- TO DO: Find the string "from" in the records. Copy every line it appears in.

(Saved entries)
-- Opening Marker --

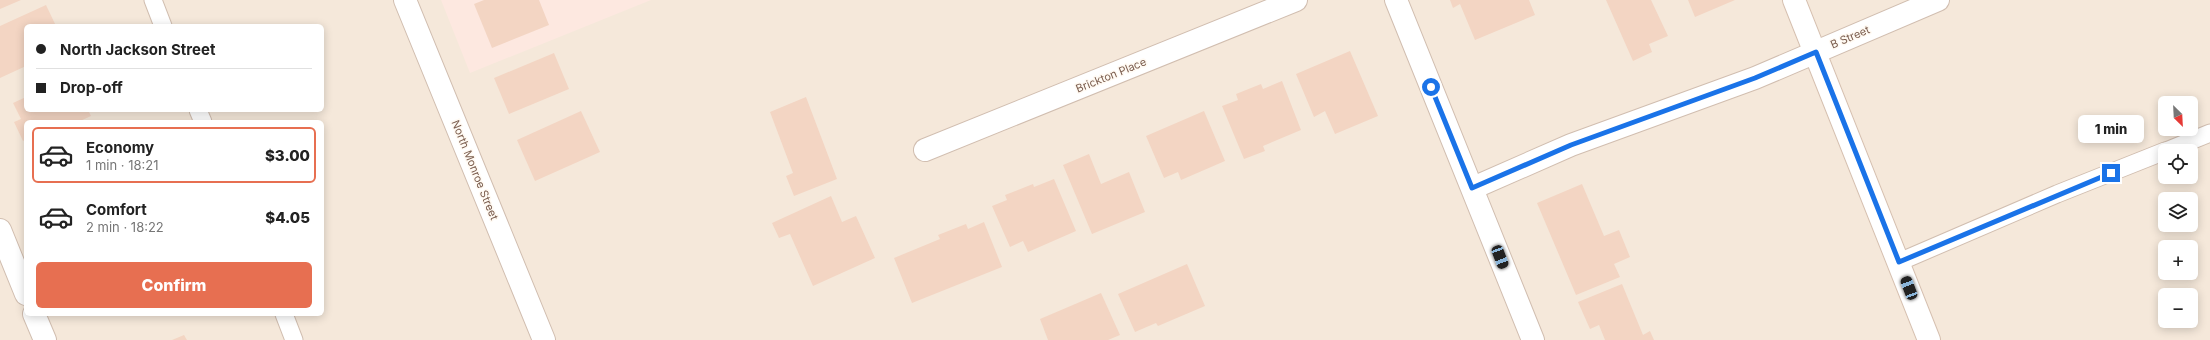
<!DOCTYPE html>
<meta charset="utf-8">
<style>
body{margin:0;font-family:Inter,sans-serif;background:#f6f6f6;color:#222;height:100vh;display:flex;flex-direction:column;font-size:15px;white-space:nowrap}
*{box-sizing:border-box;margin:0}
p{font-size:13px;color:#767676}
.icon{flex:none;width:22px;height:22px;fill:none;stroke:currentColor;stroke-width:2;stroke-linecap:round;stroke-linejoin:round}
.map{position:relative;flex:1;overflow:hidden}
.sheet{position:absolute;left:24px;top:120px;width:300px;height:196px;display:flex;flex-direction:column;background:#fff;border-radius:6px;box-shadow:0 2px 10px #0003}
.sheet>*{flex:none}
.hud{position:absolute;left:24px;top:24px;width:300px;height:88px;border-radius:6px;box-shadow:0 2px 10px #0003;display:grid;align-content:center;height:88px;padding:0 12px;background:#fff}
.needle{width:26px;rotate:156deg}
.fabs{position:absolute;left:2158px;top:96px;display:grid;gap:8px}
.fabs a{display:grid;place-items:center;width:40px;height:40px;border-radius:6px;background:#fff;box-shadow:0 2px 10px #0003;font-size:20px}
.end{position:absolute;width:18px;height:18px;margin:-9px;border:5px solid #1a73e8;background:#fff;box-shadow:0 0 0 2px #fff}
.from{border-radius:50%}
.bubble{position:absolute;height:28px;border-radius:6px;background:#fff;box-shadow:0 2px 10px #0003;font-size:13px;font-weight:800;line-height:28px;text-align:center}
.car{position:absolute;width:12px;height:24px;margin:-12px -6px;border-radius:5px;box-shadow:0 0 3px 1px #0007;background:linear-gradient(#222 24%,#8ab4d8 0 40%,#222 0 76%,#8ab4d8 0 86%,#222 0)}
.hud b{display:flex;align-items:center;gap:14px;height:38px;font-size:15px}
.hud b+b{border-top:1px solid #e0e0e0}
.hud i{width:10px;height:10px;background:#222}
ul{padding:7px 0 0;list-style:none}
li{display:flex;align-items:center;gap:12px;height:56px;margin:0 8px 6px;padding:0 4px;border:2px solid transparent;border-radius:6px}
li div{flex:1}
li b{display:block;font-size:15px}
li em{font-style:normal;font-weight:800}
li.current{border-color:#e76f51}
li>.icon{width:36px;height:36px;stroke-width:1.5}
.cta{display:flex;gap:8px;margin-top:auto;padding:8px 12px}
.cta a{flex:1;height:46px;border-radius:6px;background:#e76f51;color:#fff;font-size:16px;font-weight:800;line-height:46px;text-align:center}
.map>svg:first-child{display:block}
.residential{fill:#f5e8da;fill-rule:evenodd}
.commercial{fill:#fde8e0}
.building{fill:#f3d5c3}
.lines{fill:none;stroke-linecap:round;stroke-linejoin:round}
.lane-casing{stroke:#d1beb0;stroke-width:19}
.street-casing{stroke:#d1beb0;stroke-width:24}
.secondary-casing{stroke:#d6c0b0;stroke-width:24}
.lane{stroke:#fff;stroke-width:17}
.street{stroke:#fff;stroke-width:22}
.secondary{stroke:#fff;stroke-width:22}
.route{stroke:#1a73e8;stroke-width:5}
.labels{text-anchor:middle;stroke-width:3;stroke-linejoin:round;paint-order:stroke}
.street-label{font-size:11px;fill:#7a5c4d;stroke:#fffaf3}
</style>
<div class="map">
<svg width="2210" height="340" viewBox="0 0 2210 340">
<rect width="100%" height="100%" fill="#fdf6ec"/>
<path class="residential" d="M0 0H2210V340H0ZM26 26H322V110H26ZM2165 103H2191V129H2165ZM26 122H322V314H26ZM2165 151H2191V177H2165ZM2165 199H2191V225H2165ZM2165 247H2191V273H2165ZM2165 295H2191V321H2165Z"/>
<polygon class="commercial" points="441,0 651,0 470,73"/>
<g class="building">
<polygon points="0,0 21,0 0,9"/>
<polygon points="484,0 539,0 549,25 492,48 474,4"/>
<polygon points="1450,0 1529,0 1535,15 1475,40 1460,4 1453,8"/>
<polygon points="1606,0 1651,0 1668,36 1649,44 1652,52 1633,61"/>
<polygon points="1688,0 1735,0 1695,17"/>
<polygon points="46,5 56,26 26,26 26,66 0,78 0,26"/>
<polygon points="1350,51 1378,116 1335,134 1325,111 1314,117 1296,74"/>
<polygon points="554,53 569,89 509,114 494,78"/>
<polygon points="1282,81 1301,130 1263,146 1265,151 1244,159 1222,106 1238,100 1236,94 1261,84 1263,89"/>
<polygon points="26,97 26,110 88,110 91,116 78,122 26,122 26,139 23,141 14,122 21,119 13,103"/>
<polygon points="806,97 837,179 794,196 786,176 793,173 770,112"/>
<polygon points="581,111 600,152 535,181 517,140"/>
<polygon points="1204,111 1225,161 1181,180 1178,172 1164,178 1146,136"/>
<polygon points="1089,154 1101,184 1129,172 1145,212 1092,234 1063,165"/>
<polygon points="1054,179 1076,231 1028,252 1023,241 1010,247 992,206 1007,200 1005,195 1033,184 1034,187"/>
<polygon points="1582,184 1604,236 1619,230 1630,257 1614,264 1620,277 1576,295 1537,203"/>
<polygon points="831,196 842,222 856,216 875,258 813,286 790,234 779,238 772,223"/>
<polygon points="984,222 1002,267 912,303 894,258 940,239 938,235 966,224 968,229"/>
<polygon points="1187,264 1205,306 1158,326 1156,323 1135,332 1118,294"/>
<polygon points="1622,284 1643,335 1650,331 1654,340 1605,340 1599,325 1590,329 1578,302"/>
<polygon points="1101,293 1120,335 1108,340 1048,340 1040,319"/>
<polygon points="184,335 187,340 172,340"/>
</g>
<g class="lines">
<g class="lane-casing">
<g id="lane">
<polyline points="153,0 163,26"/>
<polyline points="198,110 203,122"/>
<polyline points="2166,151 2210,133"/>
<polyline points="1899,262 2057,194 2165,151"/>
<polyline points="284,314 294,340"/>
</g>
</g>
<g class="street-casing">
<g id="street">
<polyline points="405,0 544,340"/>
<polyline points="1396,0 1533,340"/>
<polyline points="925,150 1296,0"/>
<polyline points="1473,188 1571,145 1755,78 1938,0"/>
<polyline points="0,230 26,294"/>
<polyline points="34,314 45,340"/>
</g>
</g>
<g class="secondary-casing">
<polyline id="secondary" points="1794,0 1929,340"/>
</g>
<use href="#lane" class="lane"/>
<use href="#street" class="street"/>
<use href="#secondary" class="secondary"/>
</g>
<g class="lines">
<polyline class="route" points="1431,87 1472,188 1571,145 1755,78 1816,52 1899,262 2111,173"/>
</g>
<g class="labels">
<g class="street-label">
<text transform="translate(1850 37) rotate(-23)" y="4">B Street</text>
<text transform="translate(1111 75) rotate(-22)" y="4">Brickton Place</text>
<text transform="translate(475 170) rotate(68)" y="4">North Monroe Street</text>
</g>
</g>
</svg>
<div class="fabs">
<a><svg class="needle" viewBox="-14 -14 28 28"><path d="M0-13l5 13h-10z" fill="#e53935"/><path d="M0 13l5-13h-10z" fill="#767676"/></svg></a>
<a><svg class="icon" aria-label="locate" viewBox="0 0 24 24"><circle cx="12" cy="12" r="6"/><path d="M12 2v4M12 18v4M2 12h4M18 12h4"/></svg></a>
<a><svg class="icon" aria-label="layers" viewBox="0 0 24 24"><path d="M12 4l9 5-9 5-9-5zM3 14l9 5 9-5"/></svg></a>
<a>+</a>
<a>−</a>
</div>
<i class="end from" style="left:1431px;top:87px"></i>
<i class="end" style="left:2111px;top:173px"></i>
<div class="bubble" style="left:2078px;top:115px;width:66px">1 min</div>
<i class="car" style="left:1500px;top:257px;rotate:159deg"></i>
<i class="car" style="left:1909px;top:288px;rotate:339deg"></i>
<div class="hud">
<b><i class="from"></i>North Jackson Street</b>
<b><i></i>Drop-off</b>
</div>
<section class="sheet">
<ul>
<li class="current"><svg class="icon" aria-label="car" viewBox="0 0 24 24"><path d="M5 17H2v-5l4-1 3-4h7l3 4 3 1v5h-3M9 17h6M6 11h13"/><circle cx="7" cy="17" r="2"/><circle cx="17" cy="17" r="2"/></svg><div><b>Economy</b><p>1 min · 18:21</p></div><em>$3.00</em></li>
<li><svg class="icon" aria-label="car" viewBox="0 0 24 24"><path d="M5 17H2v-5l4-1 3-4h7l3 4 3 1v5h-3M9 17h6M6 11h13"/><circle cx="7" cy="17" r="2"/><circle cx="17" cy="17" r="2"/></svg><div><b>Comfort</b><p>2 min · 18:22</p></div><em>$4.05</em></li>
</ul>
<div class="cta"><a>Confirm</a></div>
</section>
</div>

-- Closing Marker --

- TASK ANSWER:
.from{border-radius:50%}
<i class="end from" style="left:1431px;top:87px"></i>
<b><i class="from"></i>North Jackson Street</b>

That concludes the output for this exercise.